# VFD for my Lathe



## GasMan (Oct 6, 2014)

First, Thank You for passing on your knowledge.

I have a import 12\36 gear head lathe.  It seems to me when turning motor on, it hits pretty hard(like popping the clutch in your car).  Would installing a VFD soften the hit on the gears?

Motor is wired for 240, single phase,2 HP, 15 AMPS. Could not find RLA on data plate.

VFD could be wired using apron control for FWD and REV?

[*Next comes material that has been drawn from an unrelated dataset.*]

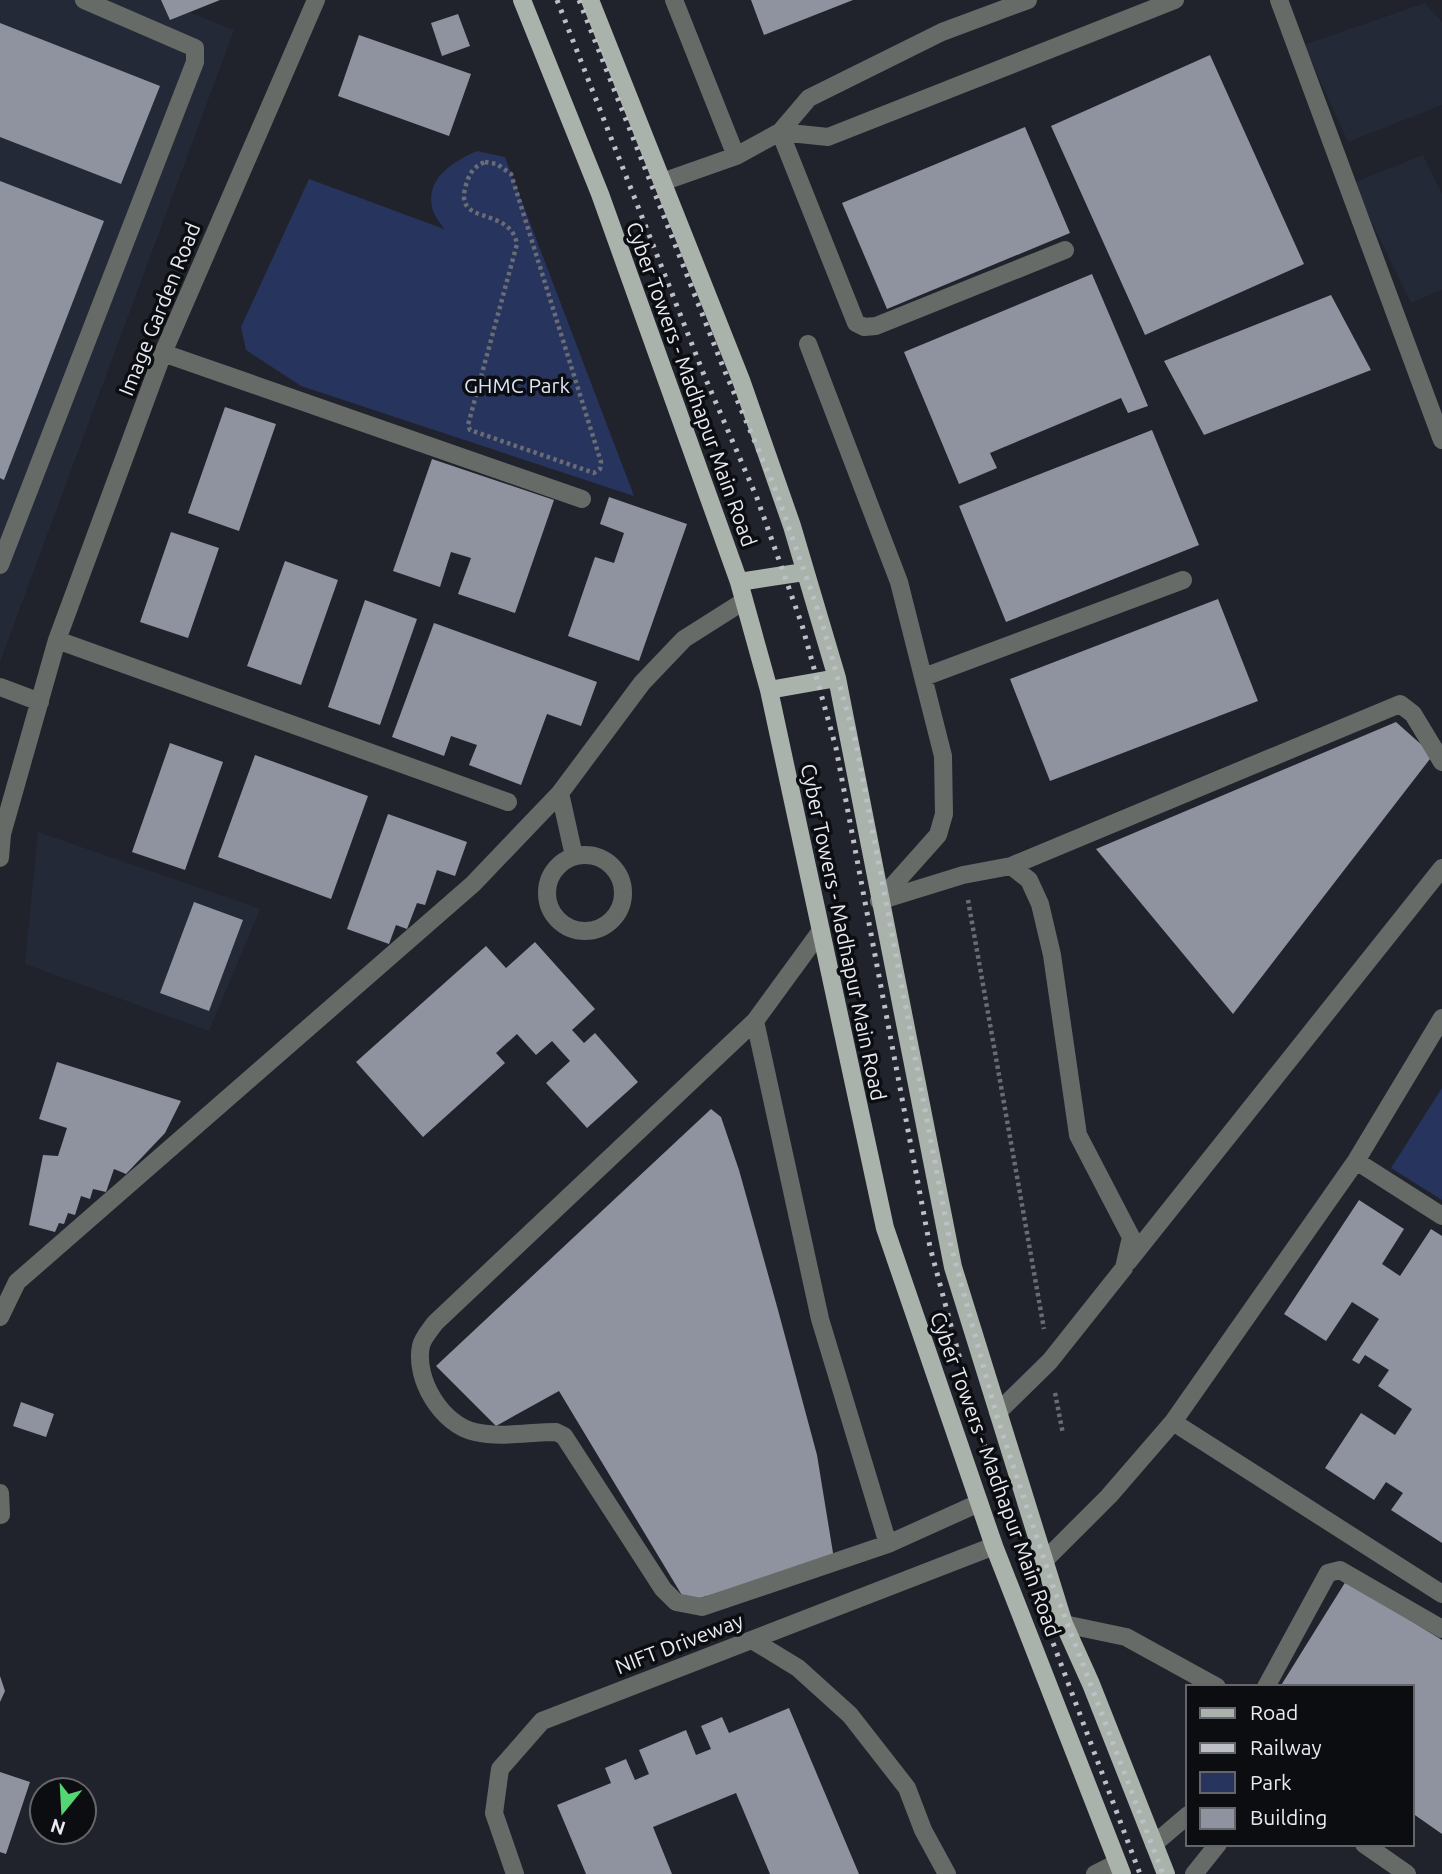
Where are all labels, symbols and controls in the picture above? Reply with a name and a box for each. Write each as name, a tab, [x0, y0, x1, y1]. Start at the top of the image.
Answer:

Thank You, have enjoyed this site, learning each visit...


----------



## JimDawson (Oct 6, 2014)

GasMan said:


> First, Thank You for passing on your knowledge.
> 
> I have a import 12\36 gear head lathe.  It seems to me when turning motor on, it hits pretty hard(like popping the clutch in your car).  Would installing a VFD soften the hit on the gears?
> 
> ...




A VFD will not run a single phase motor.  Having said that, yes, a VFD could be wired to operate from the apron control, and it would soften the hit on the gears.  If you replace your existing motor with a 3 phase motor then you can install a VFD.


----------



## GasMan (Oct 7, 2014)

Mr JimDawson, Thank You for your reply, Maybe I can think of something else..


----------



## JimDawson (Oct 7, 2014)

Look for a single phase soft starter.  I did a quick web search and found a few for smaller motors, but not a 2HP.


----------



## pdentrem (Oct 7, 2014)

Can always go visit the local motor shop. Likely they have a couple used 3 ph motors for cheap, then your major cost would be the VFD unit. Yes, an inverter rated motor would be better, but for the casual user a standard motor plus a fan can work just fine. Or limit the lowest setting to 30 hz to not over heat the motor.
I purchased a Techtop inverter rated motor for $230 new, just last week. I need a few minutes or hours with interruptions to complete the wiring of the lathe to the VFD.
Pierre


----------



## GasMan (Oct 8, 2014)

Thank You for the suggestions, last night I checked Graingers for soft start controller.  I think a new 3 phase motor and VFD would be very close in cost.  Maybe could use VFD for both my lathe and mill, not looking for speed control, just softer start.  Thanks again...


----------



## JimDawson (Oct 8, 2014)

That sounds like a good plan.  Yes, you could run both the mill and the lathe off of a single VFD.  Size the VFD for the larger of the 2 motors, and have a socket coming off of the VFD that you can plug one or the other into.  Also put a disconnect ahead of the VFD so you can turn it off before swapping the machine plugs.   Don't disconnect the VFD from the motor with it turned on.


----------



## mksj (Oct 9, 2014)

Given that lathes in this size do not come with soft starts and survive for many years without issue, it is probably not a significant issue. Belts also help soften the initial shock. A 2HP soft starter (like the Square D ATS01N112FT) will run about $100-150 and is a quick easy drop in type of replacement. http://www.gordonelectricsupply.com...ocess~search?gclid=CPXGytXjn8ECFQiIaQodH7sAnw . Granger tends to be a very expensive industrial parts warehouse, usually 1.5-2X the price of others. 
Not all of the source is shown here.